# Task description
Among the records below, one line contains "<button>+</button>"; copy that line and all that follow it, exactly as written.

[Opening Source data section]

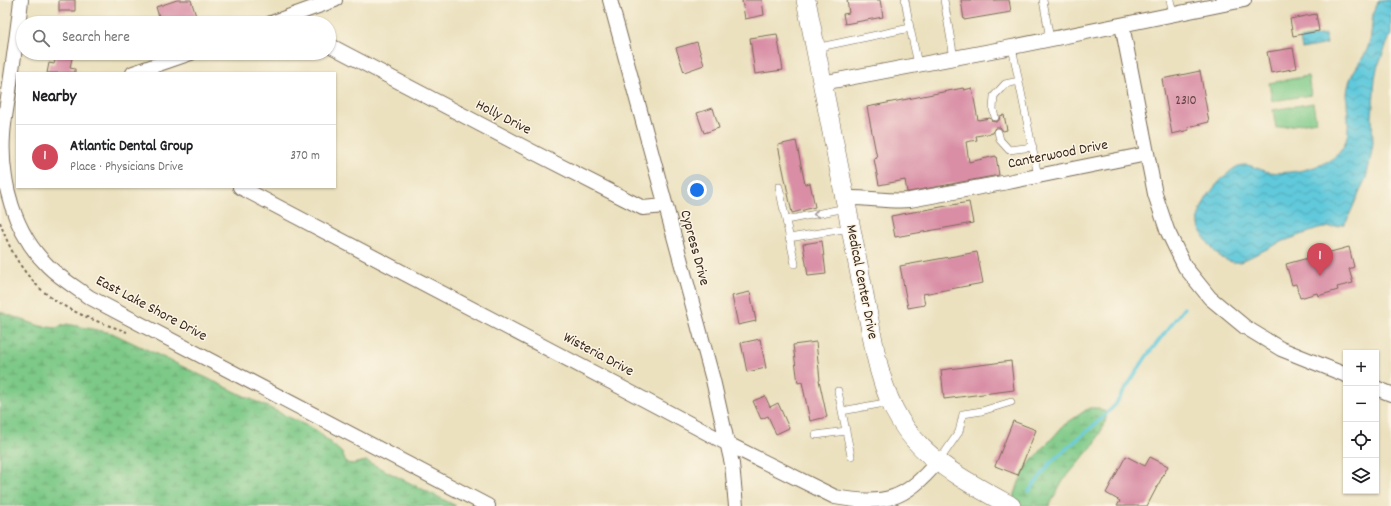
<!DOCTYPE html>
<html lang="en">
<head>
<meta charset="utf-8">
<style>
  :root { --surface:#fff; --page:#f2f2f2; --text:#202124; --muted:#757577; --line:#e0e0e0; --accent:#d1495b }
  body { margin:0; font-family:Dekko,sans-serif; background:var(--page); color:var(--text) }
  .controls { position:absolute; right:12px; bottom:12px; display:grid; overflow:hidden; border-radius:0px; box-shadow:0 1px 3px #0004 }
  .controls button { width:36px; height:36px; display:grid; place-items:center; padding:0; border:0; border-bottom:1px solid var(--line); background:var(--surface); color:var(--text); font:20px sans-serif }
  .you { position:absolute; left:697px; top:190px; width:14px; height:14px; margin:-10px; border:3px solid #fff; border-radius:50%; background:#1a73e8; box-shadow:0 0 0 6px #1a73e833 }
  .badge { display:grid; place-items:center; width:26px; height:26px; border-radius:50%; background:var(--accent); color:#fff; font-size:13px; font-weight:700 }
  .pin { position:absolute; translate:-50% -33px; filter:drop-shadow(0 1px 2px #0008) }
  .pin::after { content:''; position:absolute; top:21px; width:14px; height:12px; background:inherit; clip-path:polygon(0 0,100% 0,50% 100%) }
  .list { margin:0; padding:0; list-style:none }
  h2 { display:flex; justify-content:space-between; align-items:center; height:52px; margin:0; padding:0 16px; font-size:17px }
  h2 small { font-size:13px; font-weight:400; color:var(--muted) }
  .list li { display:grid; grid-template-columns:26px 1fr auto; gap:12px; align-items:center; box-sizing:border-box; height:64px; padding:0 16px; border-top:1px solid var(--line) }
  .list b { display:block; font-size:15px; white-space:nowrap }
  .list p { margin:0; font-size:13px; white-space:nowrap; color:var(--muted) }
  .list em { font-size:13px; font-style:normal; color:var(--muted) }
  .icon { flex:none; width:22px; height:22px; fill:none; stroke:currentColor; stroke-width:2; stroke-linecap:round; stroke-linejoin:round }
  .map { position:relative; flex:none; width:1391px; height:506px; overflow:hidden }
  .search { position:absolute; background:var(--surface); box-shadow:0 1px 3px #0004; left:16px; top:16px; width:320px; height:44px; display:flex; align-items:center; gap:10px; box-sizing:border-box; padding:0 14px; border-radius:22px; color:var(--muted); font-size:15px }
  .panel { position:absolute; background:var(--surface); box-shadow:0 1px 3px #0004; left:16px; top:72px; width:320px; height:116px; border-radius:0px }
  .map>svg:first-child { display:block }
</style>
</head>
<body>
<div class="map">
<svg width="1391" height="506" viewBox="0 0 1391 506">
  <defs>
    <pattern id="wetland-marsh" width="20" height="14" patternUnits="userSpaceOnUse"><rect width="20" height="14" fill="#7dc987"/><path d="M1 5h8M5 5V1M11 12h8M15 12V8" fill="none" stroke="#68a36e"/></pattern>
    <pattern id="water-waves" width="16" height="10" patternUnits="userSpaceOnUse"><rect width="16" height="10" fill="#60c9db"/><path d="M0 5q4-4 8 0t8 0" fill="none" stroke="#50a3b1"/></pattern>
  </defs>
  <rect width="100%" height="100%" fill="#fcf5e5"/>
  <filter id="ink" filterUnits="userSpaceOnUse"><feTurbulence type="fractalNoise" baseFrequency=".025" numOctaves="2"/><feDisplacementMap in="SourceGraphic" scale="8" xChannelSelector="R" yChannelSelector="G"/><feConvolveMatrix kernelMatrix="1 2 1 2 8 2 1 2 1" color-interpolation-filters="sRGB"/></filter>
  <filter id="wash" filterUnits="userSpaceOnUse"><feTurbulence type="fractalNoise" baseFrequency=".012" numOctaves="4" result="noise"/><feDisplacementMap in="SourceGraphic" scale="16" xChannelSelector="R" yChannelSelector="G"/><feGaussianBlur stdDeviation="0.9" result="paint"/><feColorMatrix in="noise" values="0 0 0 0 0 0 0 0 0 0 0 0 0 0 0 0 0 1.4 0 .05"/><feComposite in="paint" operator="in"/></filter>
  <g filter="url(#wash)">
    <rect width="100%" height="100%" fill="#ebe1bf"/>
    <path fill="#7dc987" stroke="#5c7a52" d="M1308,76L1311,95L1272,101L1269,83Z
      M1313,103L1316,121L1276,128L1273,110Z"/>
    <path fill="url(#wetland-marsh)" stroke="#5c7a52" d="M0,312L40,326L56,328L67,324L112,333L316,430L342,453L346,463L353,464L366,461L456,506H0Z
      M1089,408H1099L1107,413L1105,423L1095,443L1063,481L1049,506H1011L1019,482L1028,465L1064,425Z"/>
    <path fill="url(#water-waves)" stroke="#4e7a7c" d="M1379,0H1391V34L1377,68L1375,79L1372,117L1373,143L1370,161L1366,178L1347,220L1344,224L1338,226L1318,229L1281,242L1240,262C1227,263 1220,258 1212,248C1207,241 1200,233 1199,225C1196,205 1218,181 1232,170C1245,159 1255,169 1269,172C1289,175 1330,168 1342,149C1354,130 1344,107 1348,87C1351,70 1365,59 1369,44C1374,29 1369,13 1379,0Z
      M1325,34L1327,44L1302,49L1300,39Z"/>
    <g fill="none" stroke-linecap="round" stroke-linejoin="round">
      <path stroke="#60c9db" stroke-width="3.5" d="M1029,491L1052,461L1101,419L1115,405L1146,357L1184,308"/>
    </g>
    <g id="blocks">
      <path fill="#d98ea6" d="M59,0H75V11H59Z
        M177,0H191L196,16L174,23H161L156,7Z
        M742,0H762L764,15L745,19Z
        M847,0H880L883,17L845,24L843,14L849,13Z
        M961,0H1009L1011,12L964,20Z
        M1316,14L1319,31L1293,36L1290,19Z
        M777,34L783,70L755,74L750,38Z
        M697,42L704,65L684,72L676,48Z
        M1293,48L1297,68L1271,73L1267,52Z
        M57,53H73L70,68L75,69V73H47L49,63L54,64Z
        M1200,71L1209,122L1188,127L1189,130L1172,134L1162,79Z
        M963,88L964,90L972,88L978,120L990,118L992,121L996,122L999,120L1000,116L1004,115L1007,130L1003,131L1000,127H996L994,129L993,133L976,136L977,140L966,142L969,162L996,156L999,175L909,192H907L905,180L879,185L874,159L877,158L867,107Z
        M713,108L719,128L704,133L697,113Z
        M796,141L805,184L810,183L815,207L792,213L778,145Z
        M969,202L973,223L895,237L891,216Z
        M822,241L826,274L808,276L803,244Z
        M1349,247L1354,267L1349,269L1353,283L1337,287L1338,290L1318,296L1317,293L1300,298L1296,284L1292,285L1286,264Z
        M977,252L983,283L923,294L925,305L908,308L900,266Z
        M750,292L756,321L738,325L732,296Z
        M760,339L766,368L747,372L741,343Z
        M816,342L820,380H819L827,417L810,421L802,382L798,383L793,345Z
        M1011,361L1014,390L944,399L941,370Z
        M765,396L770,407L778,403L789,428L776,434L768,416L761,419L753,401Z
        M1013,421L1036,430L1018,475L995,466Z
        M1126,456L1145,466L1150,457L1168,466L1147,506H1117L1120,501L1106,493Z"/>
    </g>
  </g>
  <g filter="url(#ink)">
    <use href="#blocks" fill-opacity="0" stroke="#796a56" stroke-width="1"/>
    <g fill="none" stroke-linecap="round" stroke-linejoin="round">
      <g stroke="#796a56" stroke-width="8">
        <path id="lane" d="M905,0L910,28
          M944,0L954,58
          M1043,0L1050,39
          M1170,0L1173,14
          M1012,47L1038,176
          M815,48L910,28L918,64
          M995,117L993,109L994,96L1005,84L1019,81
          M998,132L1000,140L1009,150L1033,147
          M779,187L795,264
          M786,220L846,208
          M789,238L850,228
          M838,391L842,411
          M846,431L851,456
          M816,435L846,431L842,411L890,402
          M939,461L959,432L963,414L982,411L1011,402"/>
      </g>
      <g stroke="#796a56" stroke-width="16">
        <path id="street" d="M21,0C18,28 14,56 10,84C8,101 4,118 3,135C0,181 14,233 48,266C60,278 75,287 89,297L488,506
          M610,0L713,380L732,464L736,506
          M271,23L335,0
          M1122,25L1155,194L1167,230L1185,267L1210,298L1245,327L1281,349L1346,375
          M329,45L535,153L643,208L665,206
          M133,73L191,53
          M822,83L1012,47L1244,0
          M240,187L613,383L728,444L835,497C884,506 906,500 937,462
          M845,198C867,197 888,202 910,200L1008,182L1147,154
          M1376,388L1391,394"/>
      </g>
      <g stroke="#796a56" stroke-width="20">
        <path id="secondary" d="M806,0L876,356C895,444 938,466 1011,506"/>
      </g>
      <path stroke="#796a56" stroke-width="2" stroke-dasharray="3 3" stroke-linecap="butt" d="M0,222C14,264 37,295 78,313C94,321 111,326 127,332"/>
      <use href="#lane" stroke="#fff" stroke-width="7"/>
      <use href="#street" stroke="#fff" stroke-width="14"/>
      <use href="#secondary" stroke="#fff" stroke-width="19"/>
    </g>
    <defs><path id="oneway-chevron" d="M-2-3.5L2.5 0L-2 3.5" fill="none" stroke-width="1.6" stroke-linecap="round" stroke-linejoin="round"/></defs>
    <use stroke="#a79f9a" href="#oneway-chevron" transform="translate(816 214) rotate(169)"/>
  </g>
  <g text-anchor="middle" dominant-baseline="central" stroke-width="3" stroke-linejoin="round" paint-order="stroke">
    <g font-size="13" fill="#624340">
      <text x="1186" y="101">2310</text>
    </g>
    <g font-size="15" fill="#3b2a1e" stroke="#fcf5e5">
      <text transform="translate(503 118) rotate(27)">Holly Drive</text>
      <text transform="translate(1058 155) rotate(-11)">Canterwood Drive</text>
      <text transform="translate(694 248) rotate(75)">Cypress Drive</text>
      <text transform="translate(861 282) rotate(79)">Medical Center Drive</text>
      <text transform="translate(151 309) rotate(28)">East Lake Shore Drive</text>
      <text transform="translate(598 355) rotate(28)">Wisteria Drive</text>
    </g>
  </g>
</svg>
<div class="controls">
<button>+</button>
<button>−</button>
<button><svg class="icon" aria-label="locate" viewBox="0 0 24 24"><circle cx="12" cy="12" r="6"/><path d="M12 2v4M12 18v4M2 12h4M18 12h4"/></svg></button>
<button><svg class="icon" aria-label="layers" viewBox="0 0 24 24"><path d="M12 4l9 5-9 5-9-5zM3 14l9 5 9-5"/></svg></button>
</div>
<div class="you"></div>
<div class="pin badge" style="left:1320px;top:276px">1</div>
<div class="search"><svg class="icon" aria-label="search" viewBox="0 0 24 24"><circle cx="10" cy="10" r="6"/><path d="M15 15l6 6"/></svg>Search here</div>
<section class="panel">
<h2>Nearby<small></small></h2>
<ul class="list">
<li><span class="badge">1</span><div><b>Atlantic Dental Group</b><p>Place · Physicians Drive</p></div><em>370 m</em></li>
</ul>
</section>
</div>
</body>
</html>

[Closing Source data section]

# Expected output
<button>+</button>
<button>−</button>
<button><svg class="icon" aria-label="locate" viewBox="0 0 24 24"><circle cx="12" cy="12" r="6"/><path d="M12 2v4M12 18v4M2 12h4M18 12h4"/></svg></button>
<button><svg class="icon" aria-label="layers" viewBox="0 0 24 24"><path d="M12 4l9 5-9 5-9-5zM3 14l9 5 9-5"/></svg></button>
</div>
<div class="you"></div>
<div class="pin badge" style="left:1320px;top:276px">1</div>
<div class="search"><svg class="icon" aria-label="search" viewBox="0 0 24 24"><circle cx="10" cy="10" r="6"/><path d="M15 15l6 6"/></svg>Search here</div>
<section class="panel">
<h2>Nearby<small></small></h2>
<ul class="list">
<li><span class="badge">1</span><div><b>Atlantic Dental Group</b><p>Place · Physicians Drive</p></div><em>370 m</em></li>
</ul>
</section>
</div>
</body>
</html>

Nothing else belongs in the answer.